[Photo] The Table at Mt. Moriah Wilderness. Photo by Kathy Johnson and Chandler Mundy 2004Jose Noriega, District Ranger
825 Avenue East
Ely, NV 89301
(775) 289-3031

The Ely Ranger District makes up 1.1 million acres of the Humboldt-Toiyabe National Forest and extends over three Nevada counties: Nye, White Pine and Lincoln. Ely, Nevada, located in the heart of the District, is the nearest town and houses the District office.

The District lies approximately 240 miles north of Las Vegas, Nevada, via I-15, state highway 93, 318 and 6; and 190 miles south of Elko, Nevada, via I-80 and state highway 93.


Mountainous, with elevations ranging from 6,500 feet to over 12,000 feet; some of the highest points in Nevada are located on the Ely District.


Summer temperatures range from 30F lows to 90F highs with some monsoonal rains during July and August. Fall temperatures range from 20F lows to 80F highs and receive rainfall and snow showers. Winter brings moderate snowfall and extreme temperatures that can drop to below -20F or rise to above 60F. Spring temperatures are similar to fall, with some rain and snow.

Points of Interest

Success Loop, several old mining towns, Cave Lake State Park, Great Basin National Park, The Table at Mt. Moriah Wilderness, and 447,858 acres of Wilderness scattered over the District.

Flora and Fauna

Flora includes Wyoming sagebrush, bristlecone pine, limber pine, cottonwood, aspen, mountain mahogany, white fir, pinion pine, juniper, a large variety of grasses, forbs, wildflowers, and shrubs.

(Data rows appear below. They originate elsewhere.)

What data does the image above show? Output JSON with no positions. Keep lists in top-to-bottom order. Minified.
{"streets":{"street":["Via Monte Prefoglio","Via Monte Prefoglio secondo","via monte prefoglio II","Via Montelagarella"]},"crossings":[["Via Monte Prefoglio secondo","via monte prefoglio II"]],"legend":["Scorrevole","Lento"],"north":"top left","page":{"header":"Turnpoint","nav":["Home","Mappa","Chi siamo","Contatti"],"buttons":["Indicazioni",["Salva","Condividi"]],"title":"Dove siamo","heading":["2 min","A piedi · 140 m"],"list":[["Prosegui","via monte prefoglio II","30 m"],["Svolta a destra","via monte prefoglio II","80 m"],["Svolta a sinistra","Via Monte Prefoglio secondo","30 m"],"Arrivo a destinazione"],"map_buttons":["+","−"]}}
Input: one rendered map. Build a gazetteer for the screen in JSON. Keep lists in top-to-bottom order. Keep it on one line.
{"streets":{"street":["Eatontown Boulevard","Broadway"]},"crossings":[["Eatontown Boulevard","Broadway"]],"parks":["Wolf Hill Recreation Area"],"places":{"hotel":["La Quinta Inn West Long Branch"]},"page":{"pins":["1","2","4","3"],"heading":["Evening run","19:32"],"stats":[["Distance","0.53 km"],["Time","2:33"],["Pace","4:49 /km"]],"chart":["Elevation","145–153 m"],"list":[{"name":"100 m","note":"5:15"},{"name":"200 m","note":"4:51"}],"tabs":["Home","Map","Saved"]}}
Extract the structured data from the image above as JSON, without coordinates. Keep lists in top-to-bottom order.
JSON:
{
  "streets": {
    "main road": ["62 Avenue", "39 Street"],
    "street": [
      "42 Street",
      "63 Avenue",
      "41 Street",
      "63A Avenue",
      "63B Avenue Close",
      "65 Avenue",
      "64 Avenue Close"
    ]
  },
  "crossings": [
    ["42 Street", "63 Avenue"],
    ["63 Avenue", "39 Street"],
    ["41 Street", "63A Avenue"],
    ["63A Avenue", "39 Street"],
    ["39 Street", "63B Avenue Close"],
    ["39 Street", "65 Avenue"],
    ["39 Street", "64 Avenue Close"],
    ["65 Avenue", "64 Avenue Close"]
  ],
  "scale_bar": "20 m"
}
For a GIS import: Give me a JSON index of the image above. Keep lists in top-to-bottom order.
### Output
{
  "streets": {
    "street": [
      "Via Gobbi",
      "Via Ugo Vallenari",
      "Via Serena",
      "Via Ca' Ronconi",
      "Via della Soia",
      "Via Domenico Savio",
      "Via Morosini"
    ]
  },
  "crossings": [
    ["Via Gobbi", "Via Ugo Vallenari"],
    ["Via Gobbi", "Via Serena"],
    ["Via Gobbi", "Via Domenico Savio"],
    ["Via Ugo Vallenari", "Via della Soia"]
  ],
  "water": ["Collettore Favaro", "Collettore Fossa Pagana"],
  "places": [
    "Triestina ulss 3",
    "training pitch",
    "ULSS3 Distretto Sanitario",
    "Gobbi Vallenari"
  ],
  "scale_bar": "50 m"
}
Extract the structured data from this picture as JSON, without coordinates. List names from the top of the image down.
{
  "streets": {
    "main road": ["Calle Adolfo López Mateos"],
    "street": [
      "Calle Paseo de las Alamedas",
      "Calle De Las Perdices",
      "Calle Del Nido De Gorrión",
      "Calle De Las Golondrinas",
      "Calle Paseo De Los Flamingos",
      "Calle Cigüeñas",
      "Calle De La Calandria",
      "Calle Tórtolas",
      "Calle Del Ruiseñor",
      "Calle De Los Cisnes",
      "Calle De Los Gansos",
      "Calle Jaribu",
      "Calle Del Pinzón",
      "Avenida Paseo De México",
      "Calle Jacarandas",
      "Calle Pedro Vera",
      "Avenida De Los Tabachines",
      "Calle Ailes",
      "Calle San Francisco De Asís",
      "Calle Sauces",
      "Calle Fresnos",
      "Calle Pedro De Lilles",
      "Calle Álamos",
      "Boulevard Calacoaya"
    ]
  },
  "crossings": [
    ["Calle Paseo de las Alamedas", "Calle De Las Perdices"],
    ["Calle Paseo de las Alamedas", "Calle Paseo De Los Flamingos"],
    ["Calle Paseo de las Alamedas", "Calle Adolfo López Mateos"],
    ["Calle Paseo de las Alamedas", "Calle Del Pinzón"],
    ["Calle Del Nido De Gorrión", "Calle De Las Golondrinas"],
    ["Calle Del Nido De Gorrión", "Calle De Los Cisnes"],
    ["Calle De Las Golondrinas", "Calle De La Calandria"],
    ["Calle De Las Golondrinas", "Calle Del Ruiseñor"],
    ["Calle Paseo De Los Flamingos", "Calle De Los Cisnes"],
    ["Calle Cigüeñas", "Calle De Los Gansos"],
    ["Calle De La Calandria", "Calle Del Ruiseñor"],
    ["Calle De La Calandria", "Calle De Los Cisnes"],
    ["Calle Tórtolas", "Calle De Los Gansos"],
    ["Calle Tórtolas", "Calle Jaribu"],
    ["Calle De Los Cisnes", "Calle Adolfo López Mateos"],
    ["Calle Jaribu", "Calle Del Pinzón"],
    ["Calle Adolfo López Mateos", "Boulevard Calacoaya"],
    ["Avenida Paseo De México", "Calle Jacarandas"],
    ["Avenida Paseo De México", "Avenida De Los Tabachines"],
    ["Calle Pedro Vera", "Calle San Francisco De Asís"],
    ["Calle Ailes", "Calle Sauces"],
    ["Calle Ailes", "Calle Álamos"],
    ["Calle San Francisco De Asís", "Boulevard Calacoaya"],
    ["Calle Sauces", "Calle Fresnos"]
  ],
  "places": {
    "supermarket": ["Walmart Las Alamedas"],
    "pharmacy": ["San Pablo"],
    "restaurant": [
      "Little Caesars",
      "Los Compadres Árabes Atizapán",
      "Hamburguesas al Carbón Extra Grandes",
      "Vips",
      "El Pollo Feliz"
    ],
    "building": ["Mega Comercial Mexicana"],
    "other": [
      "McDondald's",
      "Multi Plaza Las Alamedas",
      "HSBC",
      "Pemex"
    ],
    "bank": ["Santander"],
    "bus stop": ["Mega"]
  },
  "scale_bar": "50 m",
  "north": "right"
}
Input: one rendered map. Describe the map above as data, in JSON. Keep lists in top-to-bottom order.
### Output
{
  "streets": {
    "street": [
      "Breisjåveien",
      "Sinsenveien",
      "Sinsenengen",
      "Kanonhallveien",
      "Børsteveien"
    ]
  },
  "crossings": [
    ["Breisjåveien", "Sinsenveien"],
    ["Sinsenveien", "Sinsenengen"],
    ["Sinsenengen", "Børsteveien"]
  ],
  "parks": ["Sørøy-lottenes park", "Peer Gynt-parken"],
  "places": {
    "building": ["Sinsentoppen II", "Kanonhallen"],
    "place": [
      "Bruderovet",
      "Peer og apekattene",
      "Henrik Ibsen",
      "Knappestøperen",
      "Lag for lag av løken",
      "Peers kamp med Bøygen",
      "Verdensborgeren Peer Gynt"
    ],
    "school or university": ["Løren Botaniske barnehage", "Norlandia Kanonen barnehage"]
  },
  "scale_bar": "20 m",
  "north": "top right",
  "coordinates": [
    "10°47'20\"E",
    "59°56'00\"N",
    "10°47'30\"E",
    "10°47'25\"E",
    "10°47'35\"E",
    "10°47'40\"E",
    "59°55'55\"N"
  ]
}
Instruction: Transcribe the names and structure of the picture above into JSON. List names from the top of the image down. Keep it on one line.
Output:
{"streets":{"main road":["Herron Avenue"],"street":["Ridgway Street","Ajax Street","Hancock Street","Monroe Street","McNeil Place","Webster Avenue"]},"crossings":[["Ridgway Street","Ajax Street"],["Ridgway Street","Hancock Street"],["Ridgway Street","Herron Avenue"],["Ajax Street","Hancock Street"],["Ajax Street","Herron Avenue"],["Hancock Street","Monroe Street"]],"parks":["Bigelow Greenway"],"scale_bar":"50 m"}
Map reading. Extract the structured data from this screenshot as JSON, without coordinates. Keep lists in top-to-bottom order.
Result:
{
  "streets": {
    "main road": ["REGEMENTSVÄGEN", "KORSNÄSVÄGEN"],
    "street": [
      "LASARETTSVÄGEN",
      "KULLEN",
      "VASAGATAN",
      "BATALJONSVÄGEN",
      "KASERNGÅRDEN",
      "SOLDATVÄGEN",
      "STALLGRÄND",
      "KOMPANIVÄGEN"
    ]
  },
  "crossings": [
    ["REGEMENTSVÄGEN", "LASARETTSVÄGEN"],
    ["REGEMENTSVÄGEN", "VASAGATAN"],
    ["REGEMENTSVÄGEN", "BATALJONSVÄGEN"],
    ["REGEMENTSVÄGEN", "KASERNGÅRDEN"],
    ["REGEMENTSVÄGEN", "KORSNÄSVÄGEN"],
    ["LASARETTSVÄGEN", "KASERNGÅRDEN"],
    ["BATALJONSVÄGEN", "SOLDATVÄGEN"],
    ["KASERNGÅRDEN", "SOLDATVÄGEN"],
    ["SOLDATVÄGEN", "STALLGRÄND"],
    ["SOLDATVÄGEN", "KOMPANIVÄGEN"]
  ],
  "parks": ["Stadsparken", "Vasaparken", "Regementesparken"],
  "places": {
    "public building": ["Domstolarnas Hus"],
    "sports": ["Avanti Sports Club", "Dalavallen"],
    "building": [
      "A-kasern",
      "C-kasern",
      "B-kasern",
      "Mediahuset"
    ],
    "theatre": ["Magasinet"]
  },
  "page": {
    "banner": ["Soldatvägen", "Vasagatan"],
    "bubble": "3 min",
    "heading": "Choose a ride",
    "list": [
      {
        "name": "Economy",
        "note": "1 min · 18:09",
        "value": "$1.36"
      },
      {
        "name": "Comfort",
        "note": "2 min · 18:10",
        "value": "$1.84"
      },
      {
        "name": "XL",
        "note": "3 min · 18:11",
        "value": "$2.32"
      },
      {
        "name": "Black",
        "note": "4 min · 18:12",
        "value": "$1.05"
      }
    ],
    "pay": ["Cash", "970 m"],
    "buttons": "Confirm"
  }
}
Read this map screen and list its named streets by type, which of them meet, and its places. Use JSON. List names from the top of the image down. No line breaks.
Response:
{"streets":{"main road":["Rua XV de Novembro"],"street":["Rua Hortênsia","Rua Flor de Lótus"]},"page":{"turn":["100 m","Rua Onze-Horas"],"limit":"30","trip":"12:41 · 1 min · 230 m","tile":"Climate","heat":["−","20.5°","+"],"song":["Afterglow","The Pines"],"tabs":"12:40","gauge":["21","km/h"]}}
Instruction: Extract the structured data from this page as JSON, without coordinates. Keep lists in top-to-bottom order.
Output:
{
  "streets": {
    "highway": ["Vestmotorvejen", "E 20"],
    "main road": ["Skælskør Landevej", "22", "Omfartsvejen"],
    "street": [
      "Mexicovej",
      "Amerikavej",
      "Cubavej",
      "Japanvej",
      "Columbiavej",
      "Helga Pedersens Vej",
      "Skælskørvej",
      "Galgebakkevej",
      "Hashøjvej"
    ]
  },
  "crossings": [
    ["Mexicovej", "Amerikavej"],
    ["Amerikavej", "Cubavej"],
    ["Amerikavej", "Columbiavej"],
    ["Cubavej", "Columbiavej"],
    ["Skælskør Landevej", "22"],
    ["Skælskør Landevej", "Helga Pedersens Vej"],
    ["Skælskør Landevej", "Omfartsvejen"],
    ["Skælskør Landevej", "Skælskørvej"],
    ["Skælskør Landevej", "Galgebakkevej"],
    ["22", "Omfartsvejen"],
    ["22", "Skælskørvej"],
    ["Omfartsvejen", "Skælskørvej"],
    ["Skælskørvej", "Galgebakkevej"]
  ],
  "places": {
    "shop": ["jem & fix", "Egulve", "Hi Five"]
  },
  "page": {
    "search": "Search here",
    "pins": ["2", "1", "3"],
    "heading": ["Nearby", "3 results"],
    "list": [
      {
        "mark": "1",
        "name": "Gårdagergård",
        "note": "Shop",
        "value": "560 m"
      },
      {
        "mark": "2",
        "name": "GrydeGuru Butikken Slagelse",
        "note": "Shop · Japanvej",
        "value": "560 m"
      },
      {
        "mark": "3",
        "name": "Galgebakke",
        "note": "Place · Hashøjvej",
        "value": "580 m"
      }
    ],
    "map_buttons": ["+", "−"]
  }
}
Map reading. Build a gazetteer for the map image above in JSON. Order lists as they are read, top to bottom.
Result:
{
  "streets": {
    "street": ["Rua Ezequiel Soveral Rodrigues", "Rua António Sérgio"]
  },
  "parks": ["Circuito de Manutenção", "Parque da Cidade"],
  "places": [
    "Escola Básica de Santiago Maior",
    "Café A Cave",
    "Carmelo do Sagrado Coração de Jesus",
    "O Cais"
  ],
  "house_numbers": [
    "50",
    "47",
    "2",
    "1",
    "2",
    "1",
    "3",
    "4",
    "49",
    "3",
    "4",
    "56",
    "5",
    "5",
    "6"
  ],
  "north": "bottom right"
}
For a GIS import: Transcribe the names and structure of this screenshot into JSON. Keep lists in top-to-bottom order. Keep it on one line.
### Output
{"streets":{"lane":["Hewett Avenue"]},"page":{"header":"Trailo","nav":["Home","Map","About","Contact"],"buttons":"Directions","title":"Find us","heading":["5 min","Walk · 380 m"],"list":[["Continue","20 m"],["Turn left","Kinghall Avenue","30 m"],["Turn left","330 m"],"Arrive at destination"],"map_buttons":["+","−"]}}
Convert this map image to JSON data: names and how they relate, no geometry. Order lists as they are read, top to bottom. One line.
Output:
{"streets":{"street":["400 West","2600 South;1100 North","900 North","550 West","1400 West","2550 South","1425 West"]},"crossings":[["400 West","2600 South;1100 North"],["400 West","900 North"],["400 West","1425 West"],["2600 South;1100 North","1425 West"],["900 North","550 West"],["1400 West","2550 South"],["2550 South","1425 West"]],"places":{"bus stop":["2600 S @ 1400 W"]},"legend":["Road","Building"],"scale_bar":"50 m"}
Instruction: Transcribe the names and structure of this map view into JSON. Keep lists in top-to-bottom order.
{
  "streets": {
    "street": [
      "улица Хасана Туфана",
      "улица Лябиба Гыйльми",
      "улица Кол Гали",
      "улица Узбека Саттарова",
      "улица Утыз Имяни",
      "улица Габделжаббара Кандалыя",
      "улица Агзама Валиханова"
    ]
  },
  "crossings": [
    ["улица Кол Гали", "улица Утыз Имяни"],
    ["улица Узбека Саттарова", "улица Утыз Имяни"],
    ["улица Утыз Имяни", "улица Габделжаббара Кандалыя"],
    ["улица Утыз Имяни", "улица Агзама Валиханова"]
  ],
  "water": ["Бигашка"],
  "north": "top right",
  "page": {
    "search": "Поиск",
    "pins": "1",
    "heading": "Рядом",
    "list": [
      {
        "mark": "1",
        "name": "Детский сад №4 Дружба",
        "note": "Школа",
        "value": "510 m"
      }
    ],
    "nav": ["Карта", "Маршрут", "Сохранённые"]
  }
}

Fauna includes elk, mule deer, desert bighorn, pronghorn, wild horses, sage grouse, rattle snakes, turkey, and many smaller mammals, reptiles, birds, and fish.

Recreation Opportunities

The Ely District offers numerous recreation opportunities including: camping, trout/bass fishing, big game and bird hunting, wildlife viewing, ghost train rides, touring old mining towns, mountain biking, horseback riding, cross country skiing, bird watching and picnicking.


The Ely area was settled primarily by miners and ranchers in the 1800s. In 1909, President Theodore Roosevelt designated the Nevada National Forest (now the Ely District). The history of the Ely District can be explored in its historic mining towns and by visiting the Ely District Office.